WORK TO BE COMPLETED >>
Could you show each line of the records that contains the word "linejoin"?

MATERIAL PROVIDED >>
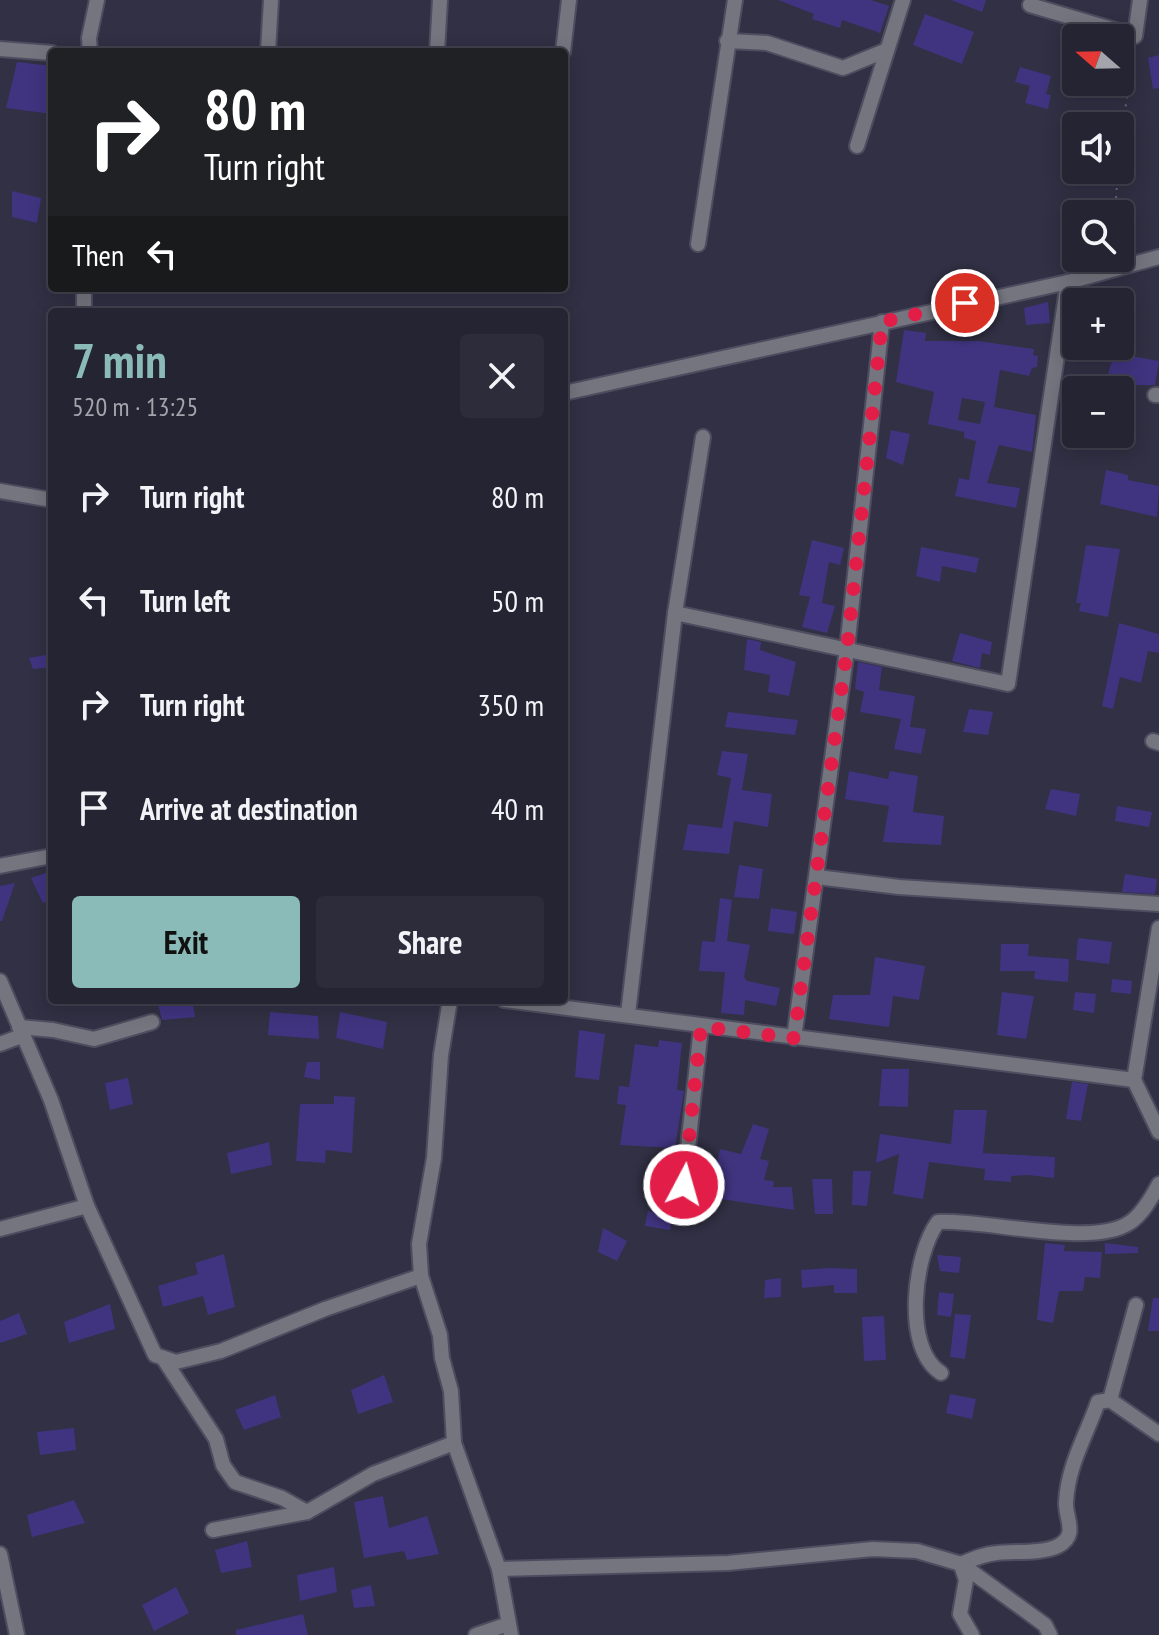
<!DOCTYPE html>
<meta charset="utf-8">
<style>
body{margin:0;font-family:"PT Sans Narrow",sans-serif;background:#2d2c3b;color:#f1f3f6;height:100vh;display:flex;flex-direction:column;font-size:30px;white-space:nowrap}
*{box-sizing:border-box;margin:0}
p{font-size:26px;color:#a3a4ac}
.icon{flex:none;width:44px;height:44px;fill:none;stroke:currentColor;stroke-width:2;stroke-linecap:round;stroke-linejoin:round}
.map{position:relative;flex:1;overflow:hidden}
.sheet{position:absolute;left:48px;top:308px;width:520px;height:696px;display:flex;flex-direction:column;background:#252433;border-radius:8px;box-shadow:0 4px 20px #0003,0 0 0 2px #42414e}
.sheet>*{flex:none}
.banner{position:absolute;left:48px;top:48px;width:520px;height:244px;border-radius:8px;box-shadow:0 4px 20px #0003,0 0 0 2px #42414e;background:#202124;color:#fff;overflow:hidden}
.needle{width:52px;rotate:290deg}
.controls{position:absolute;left:1062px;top:24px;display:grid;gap:16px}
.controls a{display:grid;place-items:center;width:72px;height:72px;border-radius:8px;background:#252433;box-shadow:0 4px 20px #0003,0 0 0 2px #42414e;font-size:40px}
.pin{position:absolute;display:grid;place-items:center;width:68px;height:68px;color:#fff;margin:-34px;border:4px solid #fff;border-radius:50%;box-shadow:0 2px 8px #0007}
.me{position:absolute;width:88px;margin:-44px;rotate:6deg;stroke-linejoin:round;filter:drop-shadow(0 0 6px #0008)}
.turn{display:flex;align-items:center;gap:28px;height:168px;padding:0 24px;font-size:36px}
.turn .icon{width:104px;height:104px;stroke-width:2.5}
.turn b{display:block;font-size:56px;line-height:68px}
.then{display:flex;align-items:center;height:76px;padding:0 24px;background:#0003;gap:16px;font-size:30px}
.round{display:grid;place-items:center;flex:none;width:84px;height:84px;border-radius:8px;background:#2d2c3b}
.overview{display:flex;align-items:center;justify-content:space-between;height:136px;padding:0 24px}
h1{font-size:48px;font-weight:600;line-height:60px;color:#8bbbb9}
.action{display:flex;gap:16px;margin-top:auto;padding:16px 24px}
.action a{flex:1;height:92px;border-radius:8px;background:#8bbbb9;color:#111;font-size:32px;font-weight:600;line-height:92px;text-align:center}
.action a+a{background:#2d2c3b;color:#f1f3f6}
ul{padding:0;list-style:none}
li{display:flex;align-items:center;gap:24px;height:104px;padding:0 24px}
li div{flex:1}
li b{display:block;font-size:30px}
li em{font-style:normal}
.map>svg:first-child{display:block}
</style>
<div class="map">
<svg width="1159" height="1635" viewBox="0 0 1159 1635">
<rect width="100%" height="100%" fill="#313044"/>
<g fill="#403480" fill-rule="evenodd">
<path d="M778 0H871L889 6 880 33 842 20 840 28 812 19 814 14Z"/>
<path d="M951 0H986L982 12Z"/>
<path d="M925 14 974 32 962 64 913 45Z"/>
<path d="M1159 55V88L1153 89 1148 58Z"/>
<path d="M17 62 52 66V114L6 108Z"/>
<path d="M1020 67 1051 76 1046 94 1051 95 1048 109 1025 103 1030 86 1015 82Z"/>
<path d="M12 191 41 198 37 223 12 217Z"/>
<path d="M1048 302 1050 323 1026 325 1024 308Z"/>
<path d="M904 330 926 333 925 341H978L1034 349 1033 355 1038 356 1037 367 1032 368 1029 376 1000 370 994 407 1036 415 1032 452 999 445 987 483 1020 488 1016 508 955 496 959 478 969 480 976 441 964 438V432L928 424 934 392 896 382ZM962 398 985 402 980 424 958 420Z"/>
<path d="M1114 353 1159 361 1155 385H1134L1126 436 1120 435V383L1106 381Z"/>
<path d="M891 430 910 434 903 465 886 458Z"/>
<path d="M1106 470 1128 475V480L1159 486 1157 517 1100 504Z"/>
<path d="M812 540 844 548 840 565 829 562 822 603 835 606 827 633 802 627 810 597 799 595Z"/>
<path d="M1086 545 1120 549 1108 617 1079 611 1081 603H1076Z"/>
<path d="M921 547 979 558 976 573 942 566 940 582 916 576Z"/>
<path d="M1119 623 1159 634V653L1148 651 1141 683 1120 677 1113 709 1102 706Z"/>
<path d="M960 633 992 642 990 655 982 653 980 668 952 661Z"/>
<path d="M747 639 761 642 760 650 796 662 789 696 768 692 770 675 744 670Z"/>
<path d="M52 654V667L33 669 29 658Z"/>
<path d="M858 662 882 667 879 690 915 696 910 727 926 729 921 754 894 749 901 719 860 712 864 692 855 689Z"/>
<path d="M969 709 993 712 988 735 963 732Z"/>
<path d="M728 712 798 720 795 735 725 727Z"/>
<path d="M722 751 748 754 742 790 772 794 768 827 734 821 729 854 683 850 688 824 722 828 731 778 717 775Z"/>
<path d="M849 771 888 779 890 771 918 776 913 812 944 816 941 845 883 842 889 806 845 799Z"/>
<path d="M1051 789 1080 794 1076 816 1045 809Z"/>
<path d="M1117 806 1152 812 1149 827 1115 821Z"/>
<path d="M739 865 763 869 759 899 734 897Z"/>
<path d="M49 872 52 900 43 903 31 878Z"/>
<path d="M1125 874 1157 879 1155 894 1122 892Z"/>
<path d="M15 883 2 921H0V886Z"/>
<path d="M720 898 732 900 727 941 750 945 744 977 747 981 780 988 776 1006 745 1000 744 1015 721 1013 725 972 699 971 702 941 715 942Z"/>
<path d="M771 908 797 912 794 934 768 931Z"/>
<path d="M1078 938 1112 942 1109 964 1076 960Z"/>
<path d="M1001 944H1029L1028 956 1069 959 1068 982 1034 979 1035 971H1000Z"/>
<path d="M875 957 925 966 919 1000 893 996 889 1027 829 1019 833 995H870Z"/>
<path d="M1112 979 1132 981 1131 994 1111 992Z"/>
<path d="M1002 992 1034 996 1026 1039 997 1035Z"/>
<path d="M1075 992 1096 994 1094 1013 1073 1010Z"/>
<path d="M157 1000H192L195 1017 162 1020Z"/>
<path d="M270 1012 318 1016 319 1039 268 1035Z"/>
<path d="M340 1012 387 1022 383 1049 336 1038Z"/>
<path d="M579 1030 605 1034 599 1080 575 1077Z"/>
<path d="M659 1040 682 1043 677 1090 684 1091 675 1148 620 1145 626 1105 617 1104 619 1086 629 1087 635 1044 658 1047Z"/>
<path d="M307 1062H320V1080L304 1077Z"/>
<path d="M882 1069H909L908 1107 879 1106Z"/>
<path d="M128 1078 133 1104 110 1110 105 1083Z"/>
<path d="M1072 1082 1088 1084 1081 1121 1066 1119Z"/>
<path d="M334 1096 355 1097 352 1153 326 1150 325 1163 296 1161 300 1104H334Z"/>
<path d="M954 1110H987L983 1153 1055 1157 1054 1178 1028 1175 1011 1176V1182L984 1180 985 1169 929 1162 923 1199 893 1194 899 1154 876 1163 880 1134 951 1144Z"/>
<path d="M753 1124 769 1129 760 1159 769 1161 764 1180 774 1181 773 1187H792L794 1210 701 1196 704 1171 715 1173 720 1149 741 1154Z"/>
<path d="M269 1142 272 1165 231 1174 227 1153Z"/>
<path d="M853 1171H871L867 1206 852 1205Z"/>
<path d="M812 1179H832L833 1214H815Z"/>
<path d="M648 1211 672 1216 670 1230 645 1226Z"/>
<path d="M603 1228 627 1241 617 1261 598 1252Z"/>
<path d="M1045 1243 1065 1245 1064 1251 1102 1252 1100 1278 1085 1277 1083 1291H1059L1053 1323 1037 1320Z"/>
<path d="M1105 1243 1138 1247V1253L1105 1254Z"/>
<path d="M224 1254 235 1307 208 1315 203 1296 163 1307 158 1286 198 1274 195 1263Z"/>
<path d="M937 1255 961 1257 959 1273 940 1271Z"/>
<path d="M829 1268 857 1269V1293H834V1285L802 1288 801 1270Z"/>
<path d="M781 1278V1297L764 1298 765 1280Z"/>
<path d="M939 1292 954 1294 951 1317 937 1315Z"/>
<path d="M1153 1298H1159V1331H1148Z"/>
<path d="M110 1304 115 1329 69 1343 64 1322Z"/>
<path d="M19 1313 27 1334 0 1343V1321Z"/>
<path d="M955 1314 971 1315 965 1359 950 1357Z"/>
<path d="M884 1316 886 1360 864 1361 862 1317Z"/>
<path d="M384 1375 393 1402 358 1414 351 1390Z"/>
<path d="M950 1394 976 1399 972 1419 946 1413Z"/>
<path d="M275 1395 281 1417 244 1430 235 1410Z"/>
<path d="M74 1428 76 1450 40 1455 37 1432Z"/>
<path d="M383 1496 389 1528 427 1516 439 1554 407 1560 404 1551 364 1558 354 1502Z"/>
<path d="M74 1500 85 1523 32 1537 27 1515Z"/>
<path d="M247 1541 252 1567 221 1573 215 1550Z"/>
<path d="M334 1567 337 1592 300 1601 297 1575Z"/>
<path d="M371 1585 375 1606 354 1608 351 1590Z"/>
<path d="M176 1587 189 1613 154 1631 142 1605Z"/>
<path d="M303 1614 308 1635H236V1630Z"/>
</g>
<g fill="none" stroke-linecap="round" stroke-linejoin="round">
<defs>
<g id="minor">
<path d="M1030 5 1135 36 1140 0"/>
<path d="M727 41 767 43 843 68 887 50"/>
<path d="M0 49 52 53"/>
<path d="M90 52 89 38 97 0"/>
<path d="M268 52 271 0"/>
<path d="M437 52 440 0"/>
<path d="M563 52 569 0"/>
<path d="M857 146 903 0"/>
<path d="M698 244 735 0"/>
<path d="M84 312V288"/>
<path d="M564 393 1068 282 1159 257"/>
<path d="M1155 395H1159"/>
<path d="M0 491 52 500"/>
<path d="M675 613 1008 684 1068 282"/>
<path d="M1153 741 1159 743"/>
<path d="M0 866 52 856"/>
<path d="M817 877 899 887 1159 904"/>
<path d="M1159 928 1134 1080 1159 1132"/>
<path d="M0 981 51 1100 87 1206 155 1355 176 1362 221 1351 325 1309 421 1276"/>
<path d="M450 1000 441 1055 434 1158 419 1244 421 1276 440 1335 442 1358 451 1391 454 1443 499 1569 511 1635"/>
<path d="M504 1000 1134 1080"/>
<path d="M628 1014 675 613 703 437"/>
<path d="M19 1027 53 1030 94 1039 152 1022"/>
<path d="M794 1038 847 649 882 322"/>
<path d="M0 1044 24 1035"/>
<path d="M684 1185 701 1027"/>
<path d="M0 1229 87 1206"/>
<path d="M165 1361 216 1439 223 1465 235 1482 282 1498 307 1512"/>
<path d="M941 1373C902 1348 914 1254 938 1222 984 1219 1092 1248 1129 1223 1142 1215 1152 1197 1159 1184"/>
<path d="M1110 1400 1159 1434"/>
<path d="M213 1530 307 1512 373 1474 454 1443"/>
<path d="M0 1554 17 1635"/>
<path d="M961 1564C973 1559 984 1554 997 1553 1015 1551 1041 1554 1058 1546 1079 1535 1065 1518 1066 1502 1068 1465 1086 1436 1098 1402L1110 1400 1136 1305"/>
<path d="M961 1565 966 1580 960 1614 972 1635"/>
<path d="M499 1569 728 1563 873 1549 917 1551 961 1564 1045 1625 1050 1635"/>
<path d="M476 1635 508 1624"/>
</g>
</defs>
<use href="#minor" stroke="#4e4d60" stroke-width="18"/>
<g stroke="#69697a" stroke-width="2" stroke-dasharray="2 6" stroke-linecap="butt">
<path d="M1120 146 1134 48"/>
<path d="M1115 214 1118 170"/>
</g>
<use href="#minor" stroke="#75757f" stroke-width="14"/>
</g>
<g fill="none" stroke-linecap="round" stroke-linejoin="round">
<path stroke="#e11d48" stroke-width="14" stroke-dasharray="0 25.2" d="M684 1185 701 1027 794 1038 847 649 882 322 965 303"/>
</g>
</svg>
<div class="controls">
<a><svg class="needle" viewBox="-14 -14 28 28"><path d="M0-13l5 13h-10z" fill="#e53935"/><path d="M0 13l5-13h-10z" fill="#a3a4ac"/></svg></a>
<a><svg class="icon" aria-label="sound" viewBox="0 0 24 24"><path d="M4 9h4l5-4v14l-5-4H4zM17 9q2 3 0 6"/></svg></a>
<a><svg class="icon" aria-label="search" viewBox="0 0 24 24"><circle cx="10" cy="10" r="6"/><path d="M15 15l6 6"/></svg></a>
<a>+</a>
<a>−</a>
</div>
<div class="pin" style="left:965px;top:303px;background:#d93025"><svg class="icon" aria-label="arrive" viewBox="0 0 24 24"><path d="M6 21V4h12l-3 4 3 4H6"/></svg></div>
<svg class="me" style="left:684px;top:1185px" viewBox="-20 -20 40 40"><circle r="17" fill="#e11d48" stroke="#fff" stroke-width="3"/><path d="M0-11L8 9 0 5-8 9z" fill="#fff"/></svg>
<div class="banner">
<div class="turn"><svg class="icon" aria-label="right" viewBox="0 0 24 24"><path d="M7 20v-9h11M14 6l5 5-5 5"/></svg><div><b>80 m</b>Turn right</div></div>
<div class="then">Then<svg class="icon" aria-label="left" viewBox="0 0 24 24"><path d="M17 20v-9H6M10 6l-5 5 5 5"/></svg></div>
</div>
<section class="sheet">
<div class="overview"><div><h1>7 min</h1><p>520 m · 13:25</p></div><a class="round"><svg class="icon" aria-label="close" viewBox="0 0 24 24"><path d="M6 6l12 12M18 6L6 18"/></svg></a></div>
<ul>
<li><svg class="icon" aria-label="right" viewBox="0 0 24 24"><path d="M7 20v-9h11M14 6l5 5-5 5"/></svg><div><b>Turn right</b></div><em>80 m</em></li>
<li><svg class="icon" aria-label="left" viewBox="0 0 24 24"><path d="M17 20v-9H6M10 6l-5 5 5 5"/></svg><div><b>Turn left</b></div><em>50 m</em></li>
<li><svg class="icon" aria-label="right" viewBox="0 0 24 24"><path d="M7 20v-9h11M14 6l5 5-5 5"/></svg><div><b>Turn right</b></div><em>350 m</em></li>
<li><svg class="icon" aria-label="arrive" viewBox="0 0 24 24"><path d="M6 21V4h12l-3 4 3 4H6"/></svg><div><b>Arrive at destination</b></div><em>40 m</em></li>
</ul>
<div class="action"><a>Exit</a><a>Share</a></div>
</section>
</div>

TASK RESULT >>
.icon{flex:none;width:44px;height:44px;fill:none;stroke:currentColor;stroke-width:2;stroke-linecap:round;stroke-linejoin:round}
.me{position:absolute;width:88px;margin:-44px;rotate:6deg;stroke-linejoin:round;filter:drop-shadow(0 0 6px #0008)}
<g fill="none" stroke-linecap="round" stroke-linejoin="round">
<g fill="none" stroke-linecap="round" stroke-linejoin="round">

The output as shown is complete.